Specifically, the center brings together a multidisciplinary research team that systematically evaluates the mechanism of action of three botanicals, singly and in combination, at the cellular, molecular, and (epi)genetic levels in vitro; the relative bioactivity and bioavailability of botanicals and their active ingredients; the preclinical safety and efficacy of these botanicals in multiple animal models; and the tolerability and safety of these botanicals in human subjects.
Long term, the Center aims to strengthen the evidence that these botanicals favorably affect colorectal cancer carcinogenesis and thus to increase the biodiversity and health benefits of the American diet. The ultimate goal is to reduce the incidence of colorectal cancer globally.
The Center is noteworthy for several innovative features, such as:
- The abundance of research methodological expertise brought together under one umbrella: technology (analytical phytochemistry, molecular and biochemical fingerprinting, gene expression arrays, methylation microarrays and microRNA profiling), preclinical models (animal models of spontaneous carcinogenesis, human tissue recombinant xenografts and Bayesian modeling of '-omics' data sets) and clinical trials (all M.D.s on the project are recognized leaders in the prevention and/or treatment of colorectal cancer).
- The unique and specific expertise of personnel, most of whom have worked together on other research activities and at this Center with inflammatory signaling, genomics, stem cells, chemoprevention, complementary medicine, botanicals in clinical trials (key personnel include leaders of ongoing clinical trials of curcumin and novasoy) and pharmacological testing (preclinically and in pharmacokinetic clinical trials).
- The collaboration between recognized centers of cancer expertise (MD Anderson Cancer Center in Houston and Baylor University Medical Center in Dallas), academic medicinal plant research (Stephen F. Austin State University, College of Forestry and Agriculture, in Nacogdoches Texas), and industry research (McCormick Science Institute).
- Support from a world-leading program at MD Anderson that focuses on integrative oncology and excels in clinical care, education and research.
Why study these botanicals?
An abundance of epidemiological evidence suggests that the causes of colorectal cancer (CRC) are largely diet-related and/or environmental. People who migrate from low-risk to high-risk prevalence areas of the world acquire a risk of development of CRC that closely parallels that in the high-risk country within one or two generations. In these migration studies the key characteristic has been a change from a prudent diet (rich in fruits, vegetables, legumes, and grains) to a more “Western” diet with higher intake of energy-dense foods (meats and carbohydrates), which suggests that the changes in diet are at least partly responsible for the increase in risk.

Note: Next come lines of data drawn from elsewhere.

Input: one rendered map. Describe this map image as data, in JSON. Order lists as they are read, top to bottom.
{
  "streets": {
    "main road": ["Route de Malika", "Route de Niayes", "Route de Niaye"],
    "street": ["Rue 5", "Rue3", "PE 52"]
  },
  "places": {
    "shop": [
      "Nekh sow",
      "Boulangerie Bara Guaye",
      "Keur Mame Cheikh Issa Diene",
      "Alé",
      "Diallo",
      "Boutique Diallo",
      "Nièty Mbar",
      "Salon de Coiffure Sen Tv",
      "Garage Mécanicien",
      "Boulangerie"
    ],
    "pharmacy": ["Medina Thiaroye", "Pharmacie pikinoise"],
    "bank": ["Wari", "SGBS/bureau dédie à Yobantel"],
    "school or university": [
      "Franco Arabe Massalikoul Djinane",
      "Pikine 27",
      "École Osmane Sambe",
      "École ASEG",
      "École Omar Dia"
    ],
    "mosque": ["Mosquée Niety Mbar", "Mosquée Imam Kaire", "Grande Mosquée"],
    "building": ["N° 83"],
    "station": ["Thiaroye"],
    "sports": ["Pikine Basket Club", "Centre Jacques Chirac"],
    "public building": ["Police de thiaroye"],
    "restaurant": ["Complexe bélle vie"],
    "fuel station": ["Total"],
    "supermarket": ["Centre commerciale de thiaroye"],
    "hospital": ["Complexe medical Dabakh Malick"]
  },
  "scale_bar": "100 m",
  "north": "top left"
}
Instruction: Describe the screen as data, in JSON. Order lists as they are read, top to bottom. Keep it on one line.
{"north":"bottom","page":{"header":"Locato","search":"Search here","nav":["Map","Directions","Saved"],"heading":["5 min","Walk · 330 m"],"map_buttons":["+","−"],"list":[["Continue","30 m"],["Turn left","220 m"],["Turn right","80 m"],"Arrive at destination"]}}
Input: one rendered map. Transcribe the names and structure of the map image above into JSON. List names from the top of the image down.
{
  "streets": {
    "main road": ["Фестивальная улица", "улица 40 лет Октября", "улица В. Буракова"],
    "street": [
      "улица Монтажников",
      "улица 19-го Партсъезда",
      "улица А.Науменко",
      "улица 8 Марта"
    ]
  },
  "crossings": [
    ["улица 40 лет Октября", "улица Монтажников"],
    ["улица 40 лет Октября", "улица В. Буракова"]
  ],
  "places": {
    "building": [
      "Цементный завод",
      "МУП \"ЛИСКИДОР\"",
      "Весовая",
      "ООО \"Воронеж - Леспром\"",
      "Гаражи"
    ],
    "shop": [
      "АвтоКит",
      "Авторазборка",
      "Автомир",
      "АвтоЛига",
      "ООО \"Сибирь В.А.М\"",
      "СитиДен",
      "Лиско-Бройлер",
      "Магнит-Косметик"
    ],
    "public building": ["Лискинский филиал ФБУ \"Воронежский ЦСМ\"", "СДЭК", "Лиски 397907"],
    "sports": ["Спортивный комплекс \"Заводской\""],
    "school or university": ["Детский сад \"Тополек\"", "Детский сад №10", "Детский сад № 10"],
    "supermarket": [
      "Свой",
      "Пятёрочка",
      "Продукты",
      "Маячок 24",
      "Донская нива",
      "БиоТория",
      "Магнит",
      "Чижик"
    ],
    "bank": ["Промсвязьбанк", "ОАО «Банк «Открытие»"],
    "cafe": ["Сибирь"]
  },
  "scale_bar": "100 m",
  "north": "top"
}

Furthermore, because food-derived compounds are constantly present in the intestine, it is reasonable to propose a key role for diet in regulating the homeostasis of the intestinal mucosa. Much attention has been devoted to identifying specific active dietary principles that might confer protection from colorectal carcinogenesis.
In this regard, the Indian diet has been the focus of much scrutiny because the incidence of CRC in the Indian subcontinent is among the lowest in the world and many purported active ingredients of Indian spices have demonstrated potent preclinical chemopreventive activity. In contrast to investigations devoted to the study of single active principles given in relatively high doses as additions to the background diet, we are interested in evaluating the overall influence of an Indian dietary pattern on cancer risk.
Our focus is not only on the complex chemical mixture that constitutes one botanical in the Indian diet but the combination of three such botanicals routinely encountered together in the Indian diet: Curcuma longa (turmeric), Piper nigrum (black pepper), and Zingiber officinale (ginger).